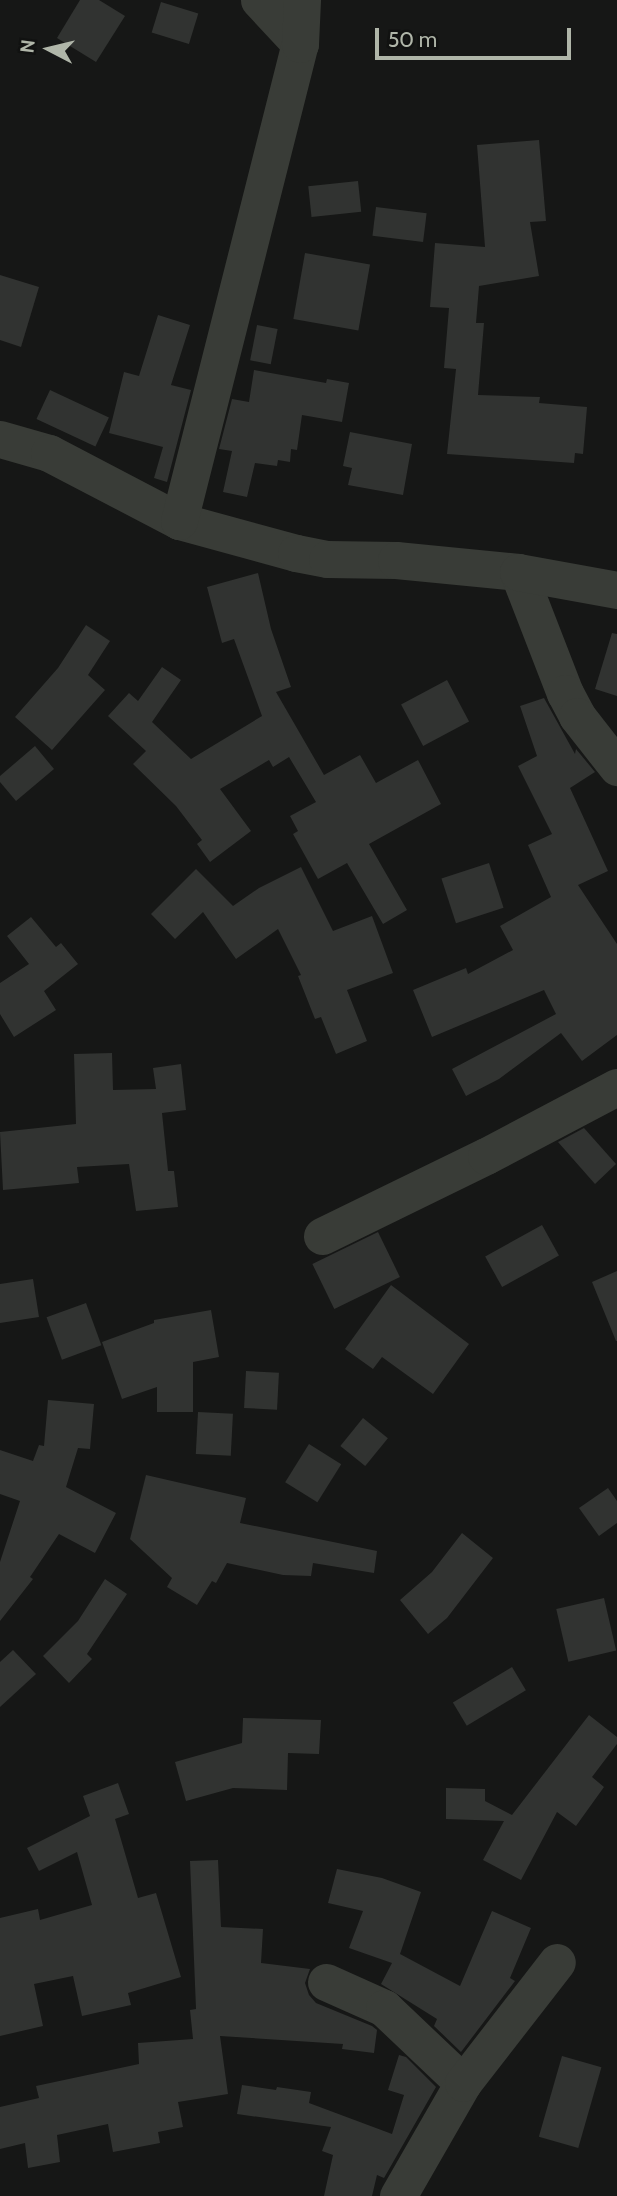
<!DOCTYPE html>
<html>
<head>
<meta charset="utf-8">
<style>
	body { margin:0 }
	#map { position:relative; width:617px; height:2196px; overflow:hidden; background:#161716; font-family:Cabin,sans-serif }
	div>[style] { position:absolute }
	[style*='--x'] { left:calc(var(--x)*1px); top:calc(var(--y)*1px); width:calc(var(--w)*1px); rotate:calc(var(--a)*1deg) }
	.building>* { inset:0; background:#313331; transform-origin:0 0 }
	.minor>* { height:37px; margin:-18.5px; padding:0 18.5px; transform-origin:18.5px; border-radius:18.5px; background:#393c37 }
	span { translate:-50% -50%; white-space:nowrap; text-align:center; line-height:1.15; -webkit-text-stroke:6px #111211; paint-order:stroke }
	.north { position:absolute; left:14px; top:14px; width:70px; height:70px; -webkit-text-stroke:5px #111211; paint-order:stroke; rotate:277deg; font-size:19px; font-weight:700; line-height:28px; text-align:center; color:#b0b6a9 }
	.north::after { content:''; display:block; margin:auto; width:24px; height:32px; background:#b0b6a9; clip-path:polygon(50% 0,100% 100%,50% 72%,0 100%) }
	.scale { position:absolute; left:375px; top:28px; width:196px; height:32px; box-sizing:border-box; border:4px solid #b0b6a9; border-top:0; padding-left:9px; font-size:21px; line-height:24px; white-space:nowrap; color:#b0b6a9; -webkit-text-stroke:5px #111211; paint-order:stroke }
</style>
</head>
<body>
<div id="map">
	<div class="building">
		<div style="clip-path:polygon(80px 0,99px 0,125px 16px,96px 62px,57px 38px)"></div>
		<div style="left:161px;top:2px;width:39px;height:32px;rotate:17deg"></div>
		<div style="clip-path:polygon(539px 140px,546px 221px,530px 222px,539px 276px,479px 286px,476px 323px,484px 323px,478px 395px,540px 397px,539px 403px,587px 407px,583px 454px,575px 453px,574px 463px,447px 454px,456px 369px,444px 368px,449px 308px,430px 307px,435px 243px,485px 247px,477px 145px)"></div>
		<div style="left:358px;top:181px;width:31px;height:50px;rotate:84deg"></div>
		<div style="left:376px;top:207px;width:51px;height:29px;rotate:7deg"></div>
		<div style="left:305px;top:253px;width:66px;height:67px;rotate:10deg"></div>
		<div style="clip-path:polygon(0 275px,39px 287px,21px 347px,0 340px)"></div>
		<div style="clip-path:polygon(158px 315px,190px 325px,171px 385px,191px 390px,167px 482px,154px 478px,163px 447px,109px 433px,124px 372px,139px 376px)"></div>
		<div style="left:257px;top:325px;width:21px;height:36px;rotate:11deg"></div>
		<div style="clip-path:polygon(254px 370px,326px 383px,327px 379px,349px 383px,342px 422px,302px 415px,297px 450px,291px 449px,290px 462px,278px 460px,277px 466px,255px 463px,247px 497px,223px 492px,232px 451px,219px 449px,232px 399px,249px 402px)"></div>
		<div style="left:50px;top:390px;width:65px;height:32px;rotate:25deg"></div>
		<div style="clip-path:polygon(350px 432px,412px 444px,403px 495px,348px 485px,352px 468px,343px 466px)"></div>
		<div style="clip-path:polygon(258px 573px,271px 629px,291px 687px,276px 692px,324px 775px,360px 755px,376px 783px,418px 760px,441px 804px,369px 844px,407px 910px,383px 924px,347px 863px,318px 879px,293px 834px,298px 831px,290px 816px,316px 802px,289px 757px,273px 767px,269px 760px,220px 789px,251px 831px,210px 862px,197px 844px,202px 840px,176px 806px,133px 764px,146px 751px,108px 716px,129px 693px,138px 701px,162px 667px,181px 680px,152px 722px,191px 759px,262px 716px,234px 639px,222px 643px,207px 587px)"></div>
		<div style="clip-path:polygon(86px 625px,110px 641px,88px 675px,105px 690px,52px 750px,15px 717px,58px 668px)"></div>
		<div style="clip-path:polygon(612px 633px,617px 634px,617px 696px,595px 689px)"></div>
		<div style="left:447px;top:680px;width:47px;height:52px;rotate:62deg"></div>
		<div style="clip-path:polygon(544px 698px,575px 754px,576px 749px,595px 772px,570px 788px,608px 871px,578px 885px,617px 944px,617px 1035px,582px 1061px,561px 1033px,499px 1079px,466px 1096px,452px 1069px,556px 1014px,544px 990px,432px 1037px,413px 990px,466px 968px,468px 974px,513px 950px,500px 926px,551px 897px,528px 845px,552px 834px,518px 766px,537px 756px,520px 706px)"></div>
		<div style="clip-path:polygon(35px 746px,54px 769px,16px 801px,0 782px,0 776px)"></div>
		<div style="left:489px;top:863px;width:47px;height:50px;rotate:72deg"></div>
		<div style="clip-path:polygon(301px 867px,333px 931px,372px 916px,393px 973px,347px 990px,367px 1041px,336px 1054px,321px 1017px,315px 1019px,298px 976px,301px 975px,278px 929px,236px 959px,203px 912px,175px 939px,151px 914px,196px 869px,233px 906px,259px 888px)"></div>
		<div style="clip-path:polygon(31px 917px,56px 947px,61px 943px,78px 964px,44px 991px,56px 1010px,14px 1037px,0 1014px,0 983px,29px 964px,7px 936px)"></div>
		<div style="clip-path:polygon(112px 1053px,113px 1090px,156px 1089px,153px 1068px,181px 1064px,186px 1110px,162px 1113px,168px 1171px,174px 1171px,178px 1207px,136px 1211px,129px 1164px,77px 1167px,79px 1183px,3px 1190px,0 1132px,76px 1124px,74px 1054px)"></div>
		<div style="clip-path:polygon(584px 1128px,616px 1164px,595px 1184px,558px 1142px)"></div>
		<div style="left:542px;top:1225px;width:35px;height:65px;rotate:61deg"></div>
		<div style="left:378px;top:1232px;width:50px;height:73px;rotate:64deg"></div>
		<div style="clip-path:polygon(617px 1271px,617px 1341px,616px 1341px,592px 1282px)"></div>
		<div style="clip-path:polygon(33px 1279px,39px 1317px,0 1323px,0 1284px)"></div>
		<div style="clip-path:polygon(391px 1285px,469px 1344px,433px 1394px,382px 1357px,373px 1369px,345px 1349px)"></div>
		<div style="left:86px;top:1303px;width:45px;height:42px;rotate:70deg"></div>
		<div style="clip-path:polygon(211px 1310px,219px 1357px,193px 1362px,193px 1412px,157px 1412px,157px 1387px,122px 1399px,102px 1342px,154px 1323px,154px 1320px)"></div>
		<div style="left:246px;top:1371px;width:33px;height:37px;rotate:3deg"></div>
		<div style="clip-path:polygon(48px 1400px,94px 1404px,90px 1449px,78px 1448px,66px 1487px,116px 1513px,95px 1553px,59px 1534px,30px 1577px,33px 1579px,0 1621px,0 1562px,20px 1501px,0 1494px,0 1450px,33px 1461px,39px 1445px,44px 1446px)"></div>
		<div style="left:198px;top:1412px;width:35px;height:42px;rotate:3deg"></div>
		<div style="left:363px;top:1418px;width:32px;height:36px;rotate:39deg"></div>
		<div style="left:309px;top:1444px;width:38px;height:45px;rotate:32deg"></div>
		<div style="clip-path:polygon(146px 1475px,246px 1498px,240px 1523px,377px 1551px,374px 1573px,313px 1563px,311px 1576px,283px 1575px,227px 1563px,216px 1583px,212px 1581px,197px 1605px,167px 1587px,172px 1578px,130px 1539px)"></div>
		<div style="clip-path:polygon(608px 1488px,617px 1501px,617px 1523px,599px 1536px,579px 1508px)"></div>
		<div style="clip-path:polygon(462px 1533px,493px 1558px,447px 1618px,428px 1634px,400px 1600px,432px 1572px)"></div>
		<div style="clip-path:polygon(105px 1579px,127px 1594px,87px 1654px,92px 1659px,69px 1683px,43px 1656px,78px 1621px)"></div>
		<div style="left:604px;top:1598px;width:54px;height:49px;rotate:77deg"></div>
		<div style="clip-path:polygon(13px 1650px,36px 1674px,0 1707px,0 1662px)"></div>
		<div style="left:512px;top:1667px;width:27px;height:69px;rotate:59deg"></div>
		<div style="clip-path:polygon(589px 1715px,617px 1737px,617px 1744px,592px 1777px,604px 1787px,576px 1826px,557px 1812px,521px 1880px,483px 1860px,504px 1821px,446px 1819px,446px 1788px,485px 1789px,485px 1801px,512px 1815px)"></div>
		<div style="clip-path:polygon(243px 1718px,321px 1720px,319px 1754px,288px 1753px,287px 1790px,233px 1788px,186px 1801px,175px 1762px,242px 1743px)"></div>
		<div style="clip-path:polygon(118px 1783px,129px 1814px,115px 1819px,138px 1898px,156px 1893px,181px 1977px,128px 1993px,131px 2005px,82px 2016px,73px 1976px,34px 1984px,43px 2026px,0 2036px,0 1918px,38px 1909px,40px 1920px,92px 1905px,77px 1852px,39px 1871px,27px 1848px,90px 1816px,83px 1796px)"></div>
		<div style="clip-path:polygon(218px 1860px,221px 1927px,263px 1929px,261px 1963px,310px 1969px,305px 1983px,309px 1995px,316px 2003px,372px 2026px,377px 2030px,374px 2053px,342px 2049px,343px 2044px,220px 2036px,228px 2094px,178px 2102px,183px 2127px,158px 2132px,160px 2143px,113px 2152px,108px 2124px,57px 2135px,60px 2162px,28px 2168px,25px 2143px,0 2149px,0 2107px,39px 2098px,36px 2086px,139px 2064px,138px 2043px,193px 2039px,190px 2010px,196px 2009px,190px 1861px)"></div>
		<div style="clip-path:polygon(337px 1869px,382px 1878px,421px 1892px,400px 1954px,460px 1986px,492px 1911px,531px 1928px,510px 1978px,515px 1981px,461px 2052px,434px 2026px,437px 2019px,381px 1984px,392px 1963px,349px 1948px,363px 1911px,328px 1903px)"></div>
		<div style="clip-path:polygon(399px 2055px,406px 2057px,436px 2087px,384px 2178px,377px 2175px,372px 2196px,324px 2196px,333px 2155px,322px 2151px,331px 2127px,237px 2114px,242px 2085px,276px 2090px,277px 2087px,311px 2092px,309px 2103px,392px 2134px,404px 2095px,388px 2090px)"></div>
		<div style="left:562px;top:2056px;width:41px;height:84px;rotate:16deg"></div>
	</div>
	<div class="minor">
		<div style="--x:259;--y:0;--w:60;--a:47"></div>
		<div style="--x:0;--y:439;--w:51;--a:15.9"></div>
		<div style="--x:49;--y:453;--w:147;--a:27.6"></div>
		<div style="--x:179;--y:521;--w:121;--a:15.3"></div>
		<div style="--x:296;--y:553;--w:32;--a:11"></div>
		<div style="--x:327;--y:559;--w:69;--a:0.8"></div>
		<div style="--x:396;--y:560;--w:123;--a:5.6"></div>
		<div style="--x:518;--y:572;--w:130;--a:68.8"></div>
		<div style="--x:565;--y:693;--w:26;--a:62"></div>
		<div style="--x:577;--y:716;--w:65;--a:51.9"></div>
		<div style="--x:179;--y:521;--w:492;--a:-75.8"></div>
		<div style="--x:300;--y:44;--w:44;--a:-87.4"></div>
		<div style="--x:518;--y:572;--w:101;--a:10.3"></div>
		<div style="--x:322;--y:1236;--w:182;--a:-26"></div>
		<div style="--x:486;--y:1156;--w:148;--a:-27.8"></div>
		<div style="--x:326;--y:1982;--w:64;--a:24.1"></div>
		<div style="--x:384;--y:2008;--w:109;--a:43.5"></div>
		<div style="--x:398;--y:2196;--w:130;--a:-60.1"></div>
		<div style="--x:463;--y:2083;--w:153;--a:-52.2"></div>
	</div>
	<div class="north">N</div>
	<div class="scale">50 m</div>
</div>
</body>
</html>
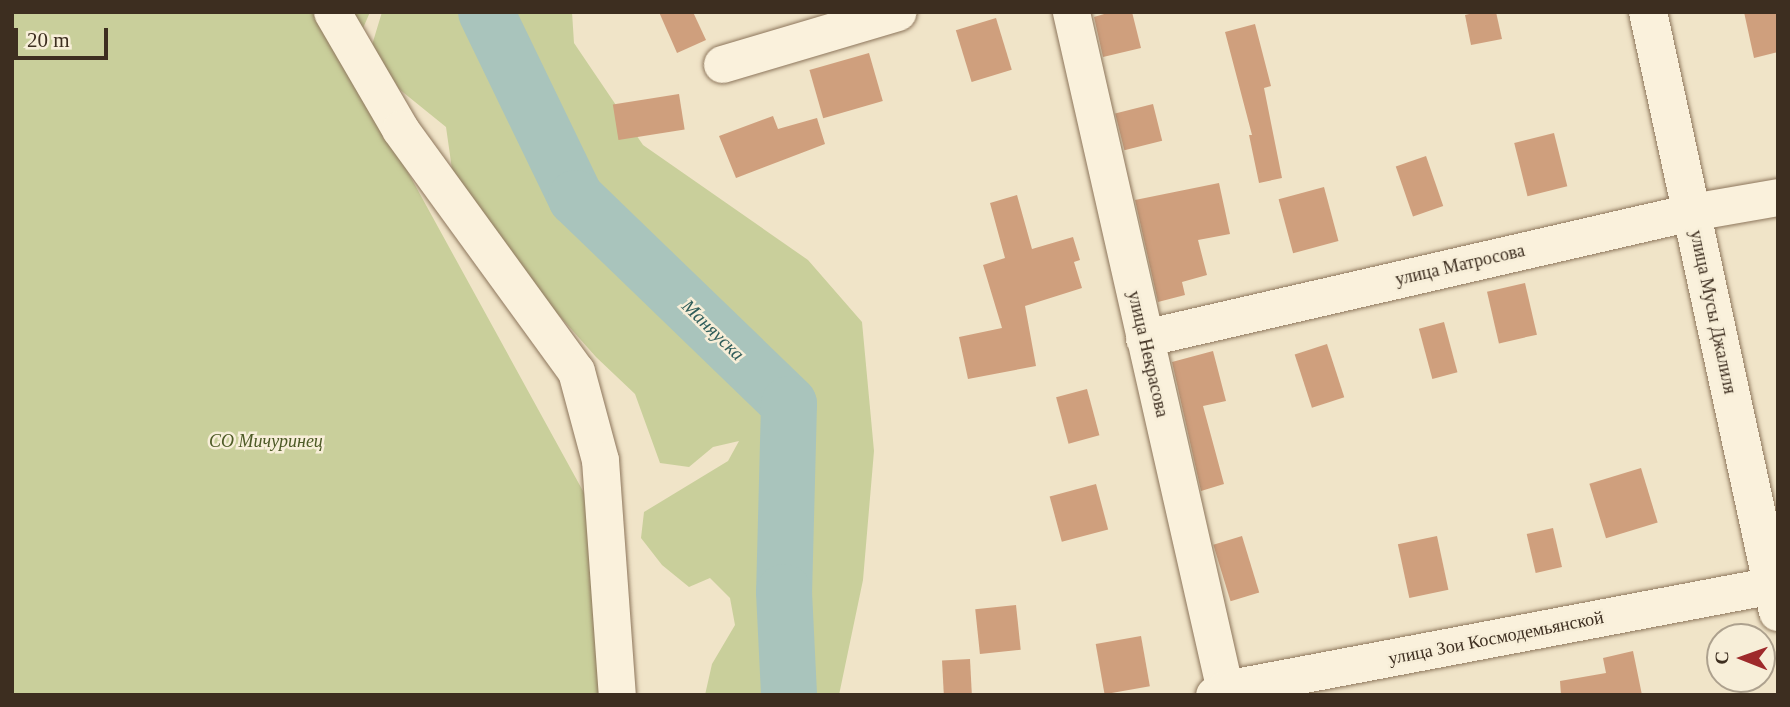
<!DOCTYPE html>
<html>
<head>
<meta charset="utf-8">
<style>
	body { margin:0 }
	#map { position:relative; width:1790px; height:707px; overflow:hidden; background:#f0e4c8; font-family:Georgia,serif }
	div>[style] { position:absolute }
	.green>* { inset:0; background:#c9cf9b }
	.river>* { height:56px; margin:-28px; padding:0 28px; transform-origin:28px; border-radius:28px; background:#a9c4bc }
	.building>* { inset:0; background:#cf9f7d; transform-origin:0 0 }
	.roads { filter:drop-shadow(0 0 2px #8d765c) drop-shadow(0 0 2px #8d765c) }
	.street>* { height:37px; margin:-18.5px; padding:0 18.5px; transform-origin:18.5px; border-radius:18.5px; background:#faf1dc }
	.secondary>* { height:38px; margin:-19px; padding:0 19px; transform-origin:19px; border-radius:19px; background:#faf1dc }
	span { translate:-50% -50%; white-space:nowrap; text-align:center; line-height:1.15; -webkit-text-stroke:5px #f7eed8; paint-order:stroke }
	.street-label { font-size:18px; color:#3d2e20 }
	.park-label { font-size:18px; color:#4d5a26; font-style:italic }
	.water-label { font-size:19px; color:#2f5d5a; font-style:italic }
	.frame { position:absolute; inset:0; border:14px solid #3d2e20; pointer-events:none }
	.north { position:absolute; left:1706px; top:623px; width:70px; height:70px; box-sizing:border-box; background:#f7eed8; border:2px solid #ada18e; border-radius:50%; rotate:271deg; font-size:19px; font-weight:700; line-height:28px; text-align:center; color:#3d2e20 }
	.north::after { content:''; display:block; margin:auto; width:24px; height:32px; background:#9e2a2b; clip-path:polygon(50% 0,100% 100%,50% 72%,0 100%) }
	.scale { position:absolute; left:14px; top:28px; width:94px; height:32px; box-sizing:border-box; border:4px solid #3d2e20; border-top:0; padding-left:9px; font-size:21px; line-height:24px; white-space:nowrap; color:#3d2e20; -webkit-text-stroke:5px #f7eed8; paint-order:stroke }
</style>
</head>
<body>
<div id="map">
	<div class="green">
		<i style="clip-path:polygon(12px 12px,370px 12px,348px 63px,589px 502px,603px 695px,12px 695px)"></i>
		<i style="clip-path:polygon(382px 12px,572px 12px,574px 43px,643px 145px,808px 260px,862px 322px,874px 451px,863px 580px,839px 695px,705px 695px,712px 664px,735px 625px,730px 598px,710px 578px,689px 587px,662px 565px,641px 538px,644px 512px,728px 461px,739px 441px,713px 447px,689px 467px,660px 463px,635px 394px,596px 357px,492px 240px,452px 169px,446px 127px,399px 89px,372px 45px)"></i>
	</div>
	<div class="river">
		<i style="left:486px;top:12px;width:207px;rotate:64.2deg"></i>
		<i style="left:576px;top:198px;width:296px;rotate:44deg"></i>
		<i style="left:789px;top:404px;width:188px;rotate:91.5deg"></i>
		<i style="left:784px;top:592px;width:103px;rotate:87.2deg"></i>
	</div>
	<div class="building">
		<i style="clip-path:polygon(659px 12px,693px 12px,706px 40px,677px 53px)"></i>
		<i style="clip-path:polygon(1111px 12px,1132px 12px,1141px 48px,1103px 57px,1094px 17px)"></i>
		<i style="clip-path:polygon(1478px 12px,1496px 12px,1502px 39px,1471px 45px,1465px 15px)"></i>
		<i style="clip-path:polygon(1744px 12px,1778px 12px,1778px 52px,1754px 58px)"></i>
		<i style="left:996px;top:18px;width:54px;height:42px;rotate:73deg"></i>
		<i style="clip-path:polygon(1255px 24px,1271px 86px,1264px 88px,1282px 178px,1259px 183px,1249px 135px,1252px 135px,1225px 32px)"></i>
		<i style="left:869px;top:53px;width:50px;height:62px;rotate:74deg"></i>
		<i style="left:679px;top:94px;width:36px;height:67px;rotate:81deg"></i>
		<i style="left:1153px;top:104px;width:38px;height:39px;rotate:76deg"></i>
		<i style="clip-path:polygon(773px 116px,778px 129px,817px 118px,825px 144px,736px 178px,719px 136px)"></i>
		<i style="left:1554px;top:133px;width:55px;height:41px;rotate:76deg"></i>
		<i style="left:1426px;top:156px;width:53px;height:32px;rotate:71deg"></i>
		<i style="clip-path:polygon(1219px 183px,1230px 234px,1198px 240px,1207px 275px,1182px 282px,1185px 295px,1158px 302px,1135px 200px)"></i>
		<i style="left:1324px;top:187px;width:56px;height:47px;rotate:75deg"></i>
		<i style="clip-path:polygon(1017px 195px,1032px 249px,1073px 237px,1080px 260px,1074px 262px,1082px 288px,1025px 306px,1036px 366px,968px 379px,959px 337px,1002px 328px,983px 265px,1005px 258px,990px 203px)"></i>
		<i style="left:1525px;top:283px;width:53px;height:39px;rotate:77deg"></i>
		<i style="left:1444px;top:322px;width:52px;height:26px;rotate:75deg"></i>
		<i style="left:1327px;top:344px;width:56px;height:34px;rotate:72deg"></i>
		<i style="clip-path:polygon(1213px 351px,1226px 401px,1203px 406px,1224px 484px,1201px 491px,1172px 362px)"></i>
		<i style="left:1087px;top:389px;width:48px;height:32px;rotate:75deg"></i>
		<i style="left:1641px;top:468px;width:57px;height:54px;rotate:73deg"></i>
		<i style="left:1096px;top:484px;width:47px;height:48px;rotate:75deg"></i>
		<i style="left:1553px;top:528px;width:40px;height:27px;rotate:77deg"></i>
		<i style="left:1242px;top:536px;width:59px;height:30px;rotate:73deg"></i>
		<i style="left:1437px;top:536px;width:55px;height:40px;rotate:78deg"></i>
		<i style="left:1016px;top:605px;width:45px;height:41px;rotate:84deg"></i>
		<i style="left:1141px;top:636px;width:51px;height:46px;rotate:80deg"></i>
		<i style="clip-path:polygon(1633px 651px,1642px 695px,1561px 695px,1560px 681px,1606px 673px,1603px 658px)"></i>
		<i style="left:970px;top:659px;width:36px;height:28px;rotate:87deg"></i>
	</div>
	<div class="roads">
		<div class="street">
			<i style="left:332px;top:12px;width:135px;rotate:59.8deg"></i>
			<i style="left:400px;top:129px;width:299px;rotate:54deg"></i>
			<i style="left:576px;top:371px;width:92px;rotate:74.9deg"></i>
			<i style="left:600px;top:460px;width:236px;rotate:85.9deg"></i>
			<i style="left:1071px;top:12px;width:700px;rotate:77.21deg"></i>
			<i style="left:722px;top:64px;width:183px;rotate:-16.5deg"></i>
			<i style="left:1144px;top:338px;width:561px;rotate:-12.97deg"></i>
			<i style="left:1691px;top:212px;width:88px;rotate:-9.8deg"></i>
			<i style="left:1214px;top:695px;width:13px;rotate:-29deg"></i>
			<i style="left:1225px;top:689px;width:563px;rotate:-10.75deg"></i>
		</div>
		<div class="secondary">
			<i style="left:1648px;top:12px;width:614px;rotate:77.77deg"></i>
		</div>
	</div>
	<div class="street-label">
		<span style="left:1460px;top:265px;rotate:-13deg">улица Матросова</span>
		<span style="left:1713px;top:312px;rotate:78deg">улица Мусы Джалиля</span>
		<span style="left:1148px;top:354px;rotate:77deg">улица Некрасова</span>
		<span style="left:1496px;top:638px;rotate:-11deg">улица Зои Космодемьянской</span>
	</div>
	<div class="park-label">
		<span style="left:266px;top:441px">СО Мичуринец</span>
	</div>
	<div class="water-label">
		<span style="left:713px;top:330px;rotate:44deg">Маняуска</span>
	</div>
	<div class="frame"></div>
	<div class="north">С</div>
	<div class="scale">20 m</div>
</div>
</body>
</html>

###

» Exercise details
Find the word "overflow" in the entries above, then copy each line that holds it.

» Your response
	#map { position:relative; width:617px; height:2196px; overflow:hidden; background:#161716; font-family:Cabin,sans-serif }
	#map { position:relative; width:1790px; height:707px; overflow:hidden; background:#f0e4c8; font-family:Georgia,serif }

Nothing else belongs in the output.